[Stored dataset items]
......

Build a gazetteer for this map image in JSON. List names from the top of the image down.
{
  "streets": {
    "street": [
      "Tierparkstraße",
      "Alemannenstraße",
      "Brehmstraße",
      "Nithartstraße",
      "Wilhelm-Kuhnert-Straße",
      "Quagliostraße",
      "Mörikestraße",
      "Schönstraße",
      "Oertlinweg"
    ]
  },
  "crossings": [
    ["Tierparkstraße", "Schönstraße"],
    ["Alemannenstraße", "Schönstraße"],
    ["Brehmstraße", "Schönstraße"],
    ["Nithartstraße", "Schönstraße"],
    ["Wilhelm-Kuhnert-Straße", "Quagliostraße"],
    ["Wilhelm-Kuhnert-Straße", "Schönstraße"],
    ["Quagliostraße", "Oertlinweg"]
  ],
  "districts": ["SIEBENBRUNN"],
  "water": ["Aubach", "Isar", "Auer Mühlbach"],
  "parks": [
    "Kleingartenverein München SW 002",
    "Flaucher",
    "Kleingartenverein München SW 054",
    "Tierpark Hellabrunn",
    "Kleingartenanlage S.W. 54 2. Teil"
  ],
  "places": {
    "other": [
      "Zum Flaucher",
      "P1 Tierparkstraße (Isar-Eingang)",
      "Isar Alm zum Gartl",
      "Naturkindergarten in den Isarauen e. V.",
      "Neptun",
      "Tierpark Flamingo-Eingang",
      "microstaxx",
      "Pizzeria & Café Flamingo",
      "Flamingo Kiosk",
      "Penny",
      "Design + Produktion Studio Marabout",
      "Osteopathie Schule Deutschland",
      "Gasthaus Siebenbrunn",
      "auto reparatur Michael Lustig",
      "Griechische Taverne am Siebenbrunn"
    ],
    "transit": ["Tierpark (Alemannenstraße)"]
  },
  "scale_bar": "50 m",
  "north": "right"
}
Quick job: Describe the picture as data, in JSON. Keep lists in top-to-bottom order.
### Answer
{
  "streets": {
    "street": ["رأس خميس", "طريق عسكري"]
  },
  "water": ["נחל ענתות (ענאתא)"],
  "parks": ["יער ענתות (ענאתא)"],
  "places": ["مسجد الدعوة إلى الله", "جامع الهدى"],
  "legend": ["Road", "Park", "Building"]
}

......

**What is being asked**.
Filtering the entries above by the word "places", copy each line that matches.

**Answer space**.
  "places": {
  "places": ["مسجد الدعوة إلى الله", "جامع الهدى"],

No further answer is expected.